INSTRUCTIONS TO FOLLOW: Reproduce the data that follows character for character, but omit its pictures.

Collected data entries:
------------------------------------------------------------------------
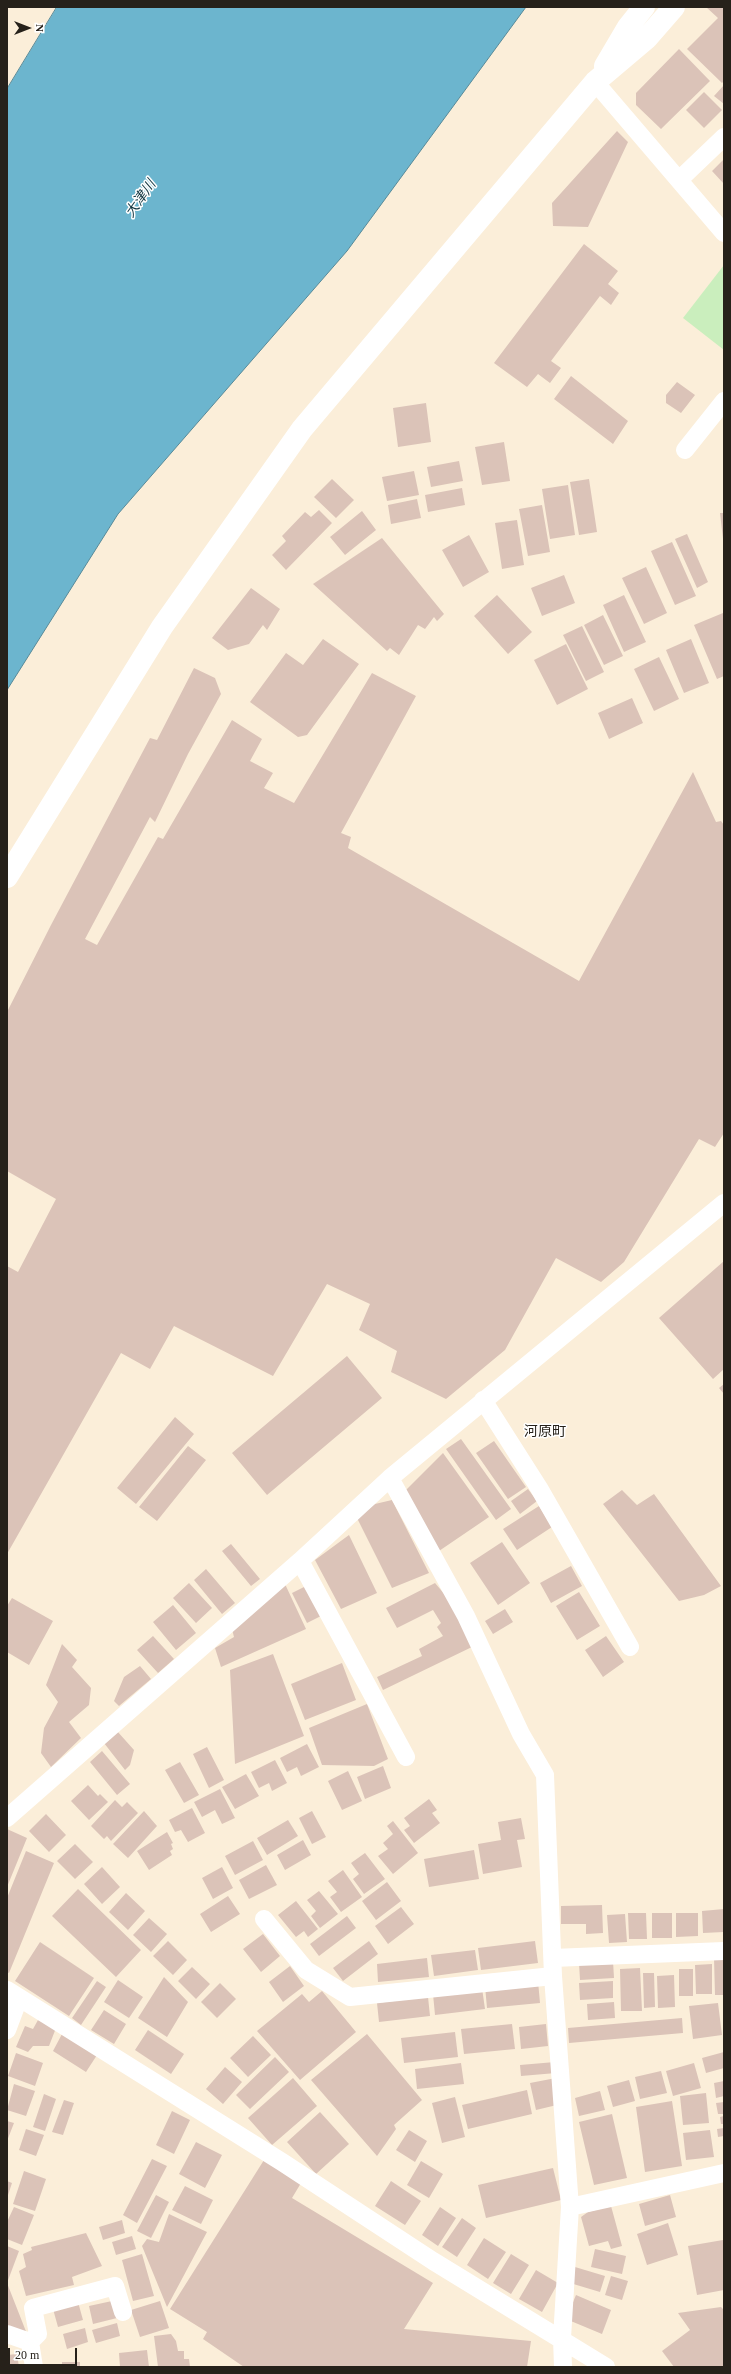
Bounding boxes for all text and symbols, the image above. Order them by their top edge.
north arrow [8,8,48,48]
text: N [34,24,46,32]
water label: 大津川 [122,177,160,221]
district label: 河原町 [524,1424,566,1440]
scale bar [10,2340,79,2366]
text: 20 m [15,2348,39,2362]

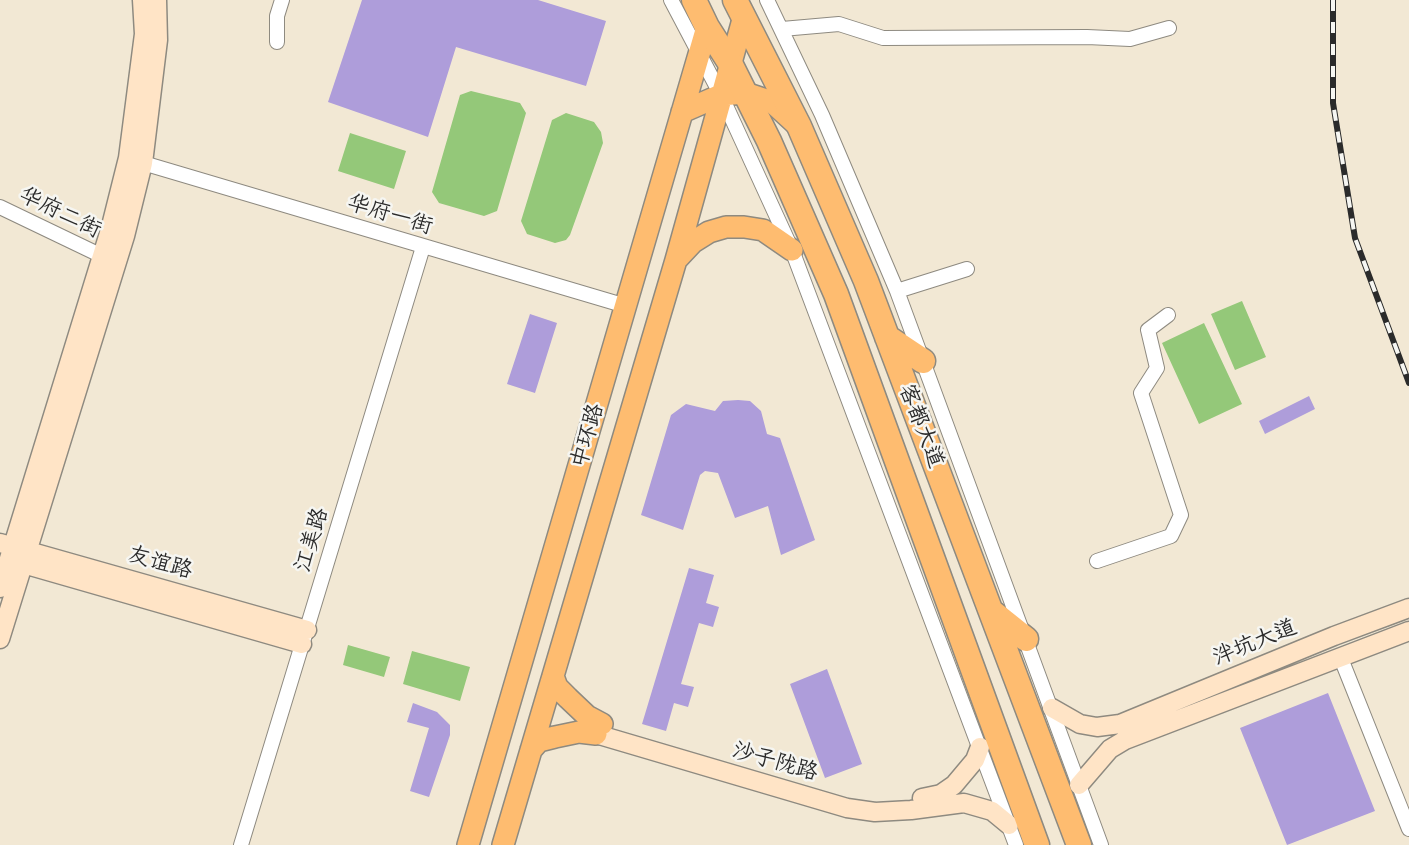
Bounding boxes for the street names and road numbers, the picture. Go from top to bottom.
street label: 华府二街 [15,182,105,244]
street label: 华府一街 [344,190,436,240]
street label: 客都大道 [893,380,949,472]
street label: 中环路 [566,401,610,471]
street label: 江美路 [290,505,334,575]
street label: 友谊路 [125,541,195,585]
street label: 泮坑大道 [1209,614,1301,672]
street label: 沙子陇路 [729,737,821,787]

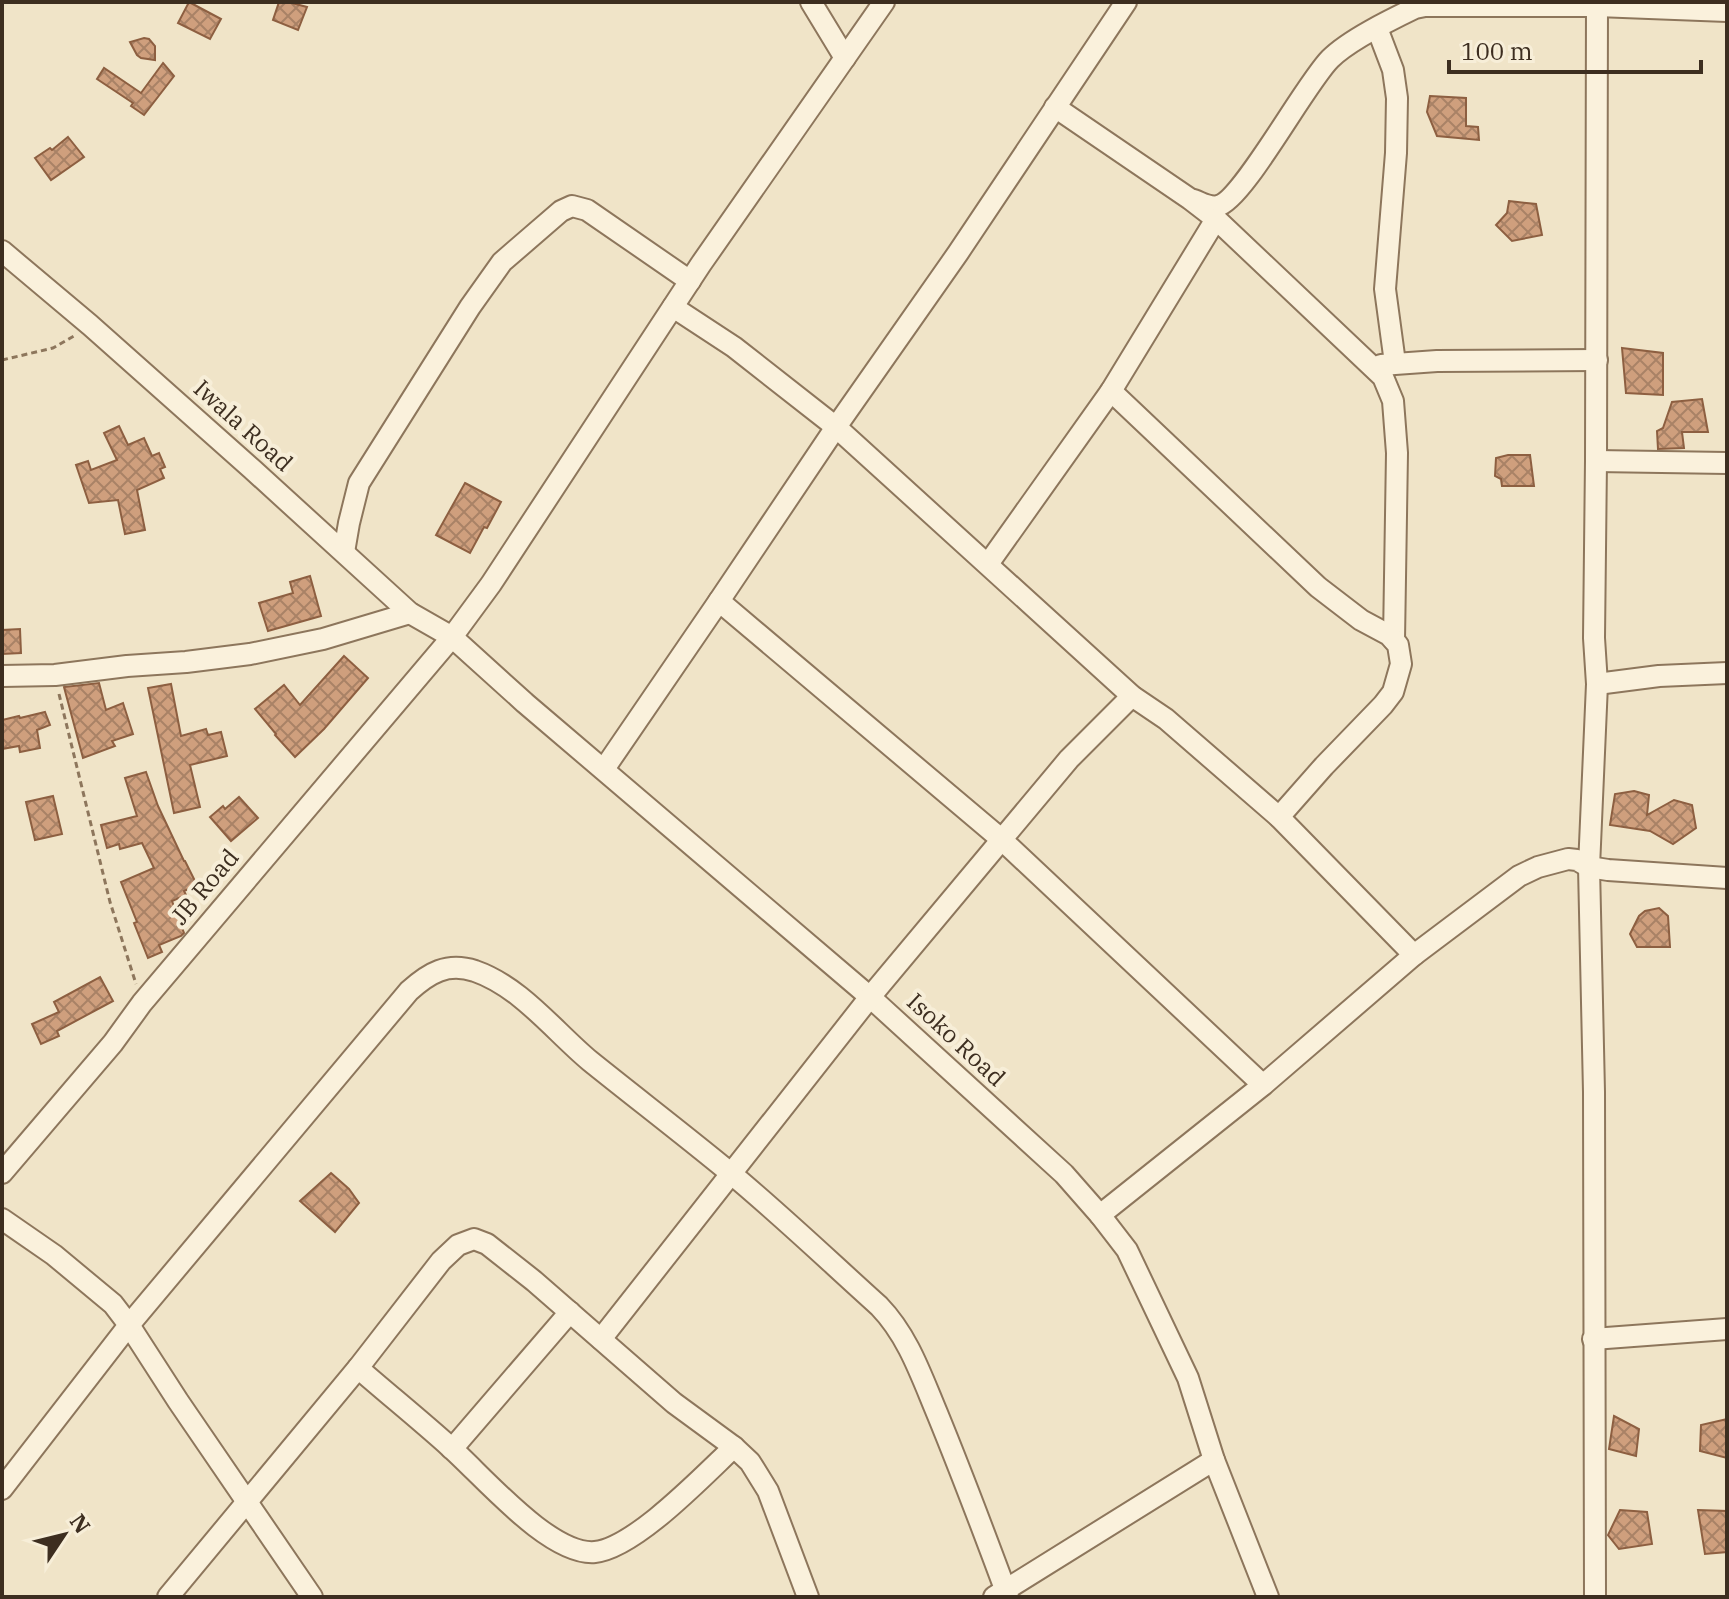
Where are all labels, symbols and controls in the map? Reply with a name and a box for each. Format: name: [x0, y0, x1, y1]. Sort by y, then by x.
scale bar: [1449, 24, 1701, 74]
text: 100 m: [1461, 35, 1533, 67]
street label: Iwala Road: [187, 372, 300, 478]
street label: JB Road: [163, 842, 245, 931]
street label: Isoko Road: [901, 985, 1013, 1093]
north arrow: [24, 1495, 104, 1575]
text: N: [64, 1508, 98, 1539]

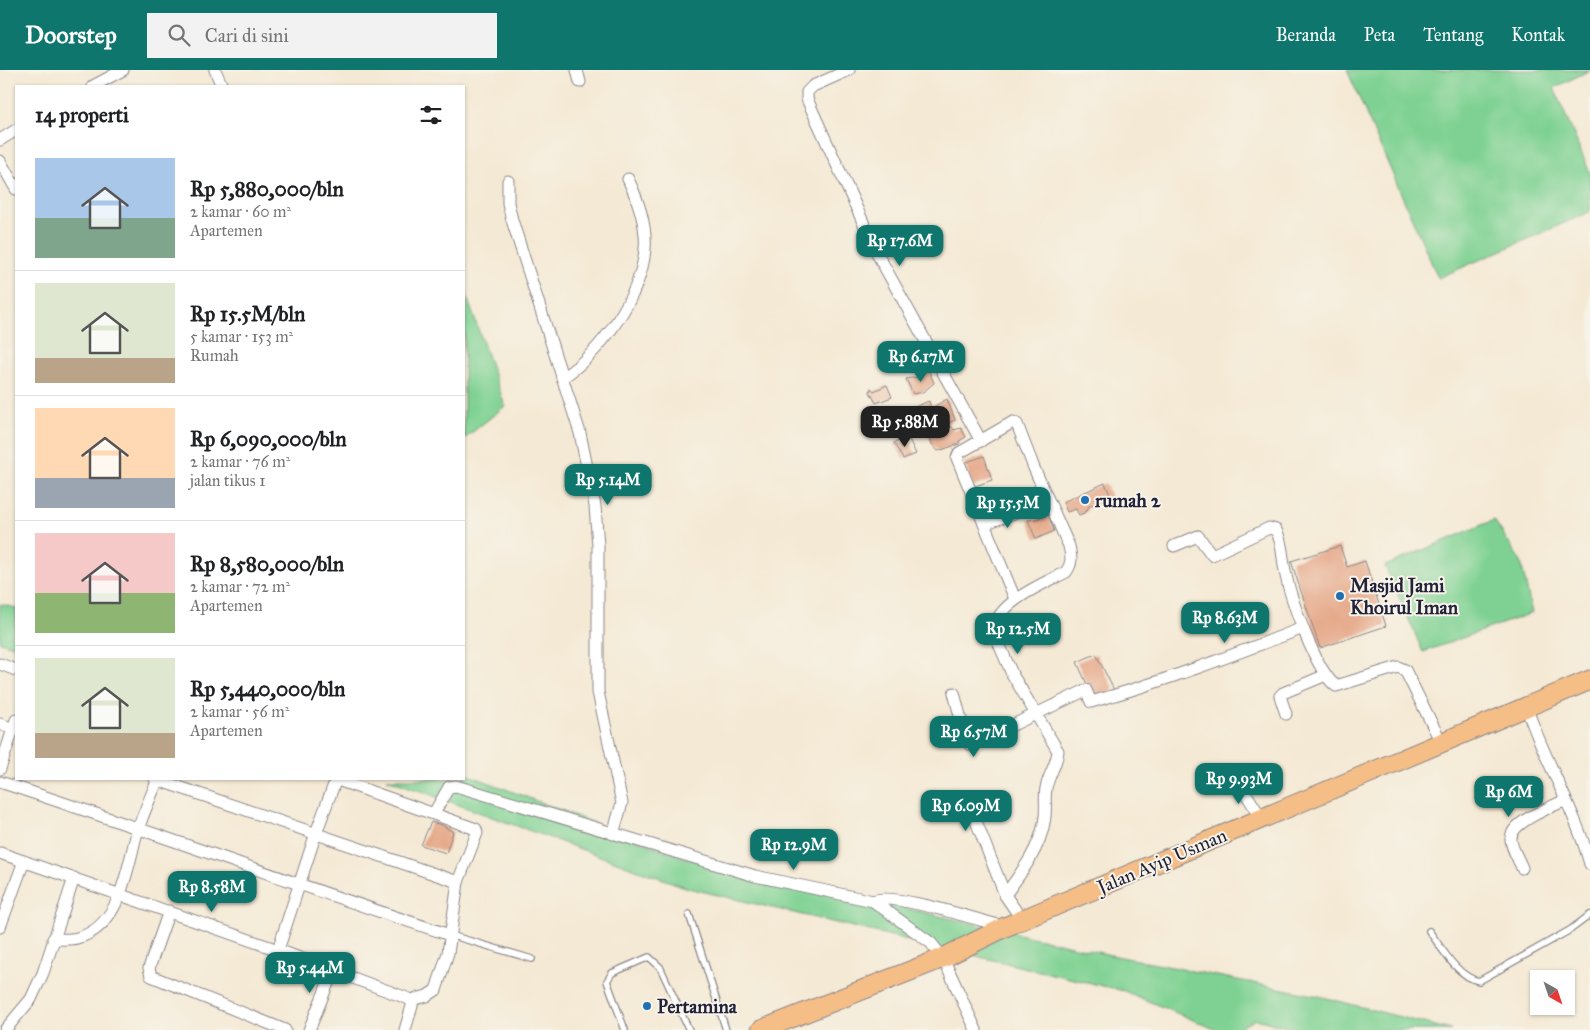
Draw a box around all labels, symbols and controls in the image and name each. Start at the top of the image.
------------------------------------------------------------------------
ANSWER TO THIS EXERCISE:
Bounding boxes for all text and symbols, the image above. Order them by their top edge.
north arrow [8,8,48,48]
text: N [34,24,46,32]
water label: 大津川 [122,177,160,221]
district label: 河原町 [524,1424,566,1440]
scale bar [10,2340,79,2366]
text: 20 m [15,2348,39,2362]

Bounding boxes for the street names and road numbers, the picture. Go from top to bottom.
street label: 华府二街 [15,182,105,244]
street label: 华府一街 [344,190,436,240]
street label: 客都大道 [893,380,949,472]
street label: 中环路 [566,401,610,471]
street label: 江美路 [290,505,334,575]
street label: 友谊路 [125,541,195,585]
street label: 泮坑大道 [1209,614,1301,672]
street label: 沙子陇路 [729,737,821,787]

Where are all labels, symbols and controls in the map? Reply with a name and a box for each. Format: name: [x0, y0, x1, y1]. Sort by y, then by x.
scale bar: [1449, 24, 1701, 74]
text: 100 m: [1461, 35, 1533, 67]
street label: Iwala Road: [187, 372, 300, 478]
street label: JB Road: [163, 842, 245, 931]
street label: Isoko Road: [901, 985, 1013, 1093]
north arrow: [24, 1495, 104, 1575]
text: N: [64, 1508, 98, 1539]

Draw a box around all labels, symbols and controls in the image and name each. Start at the top of the image.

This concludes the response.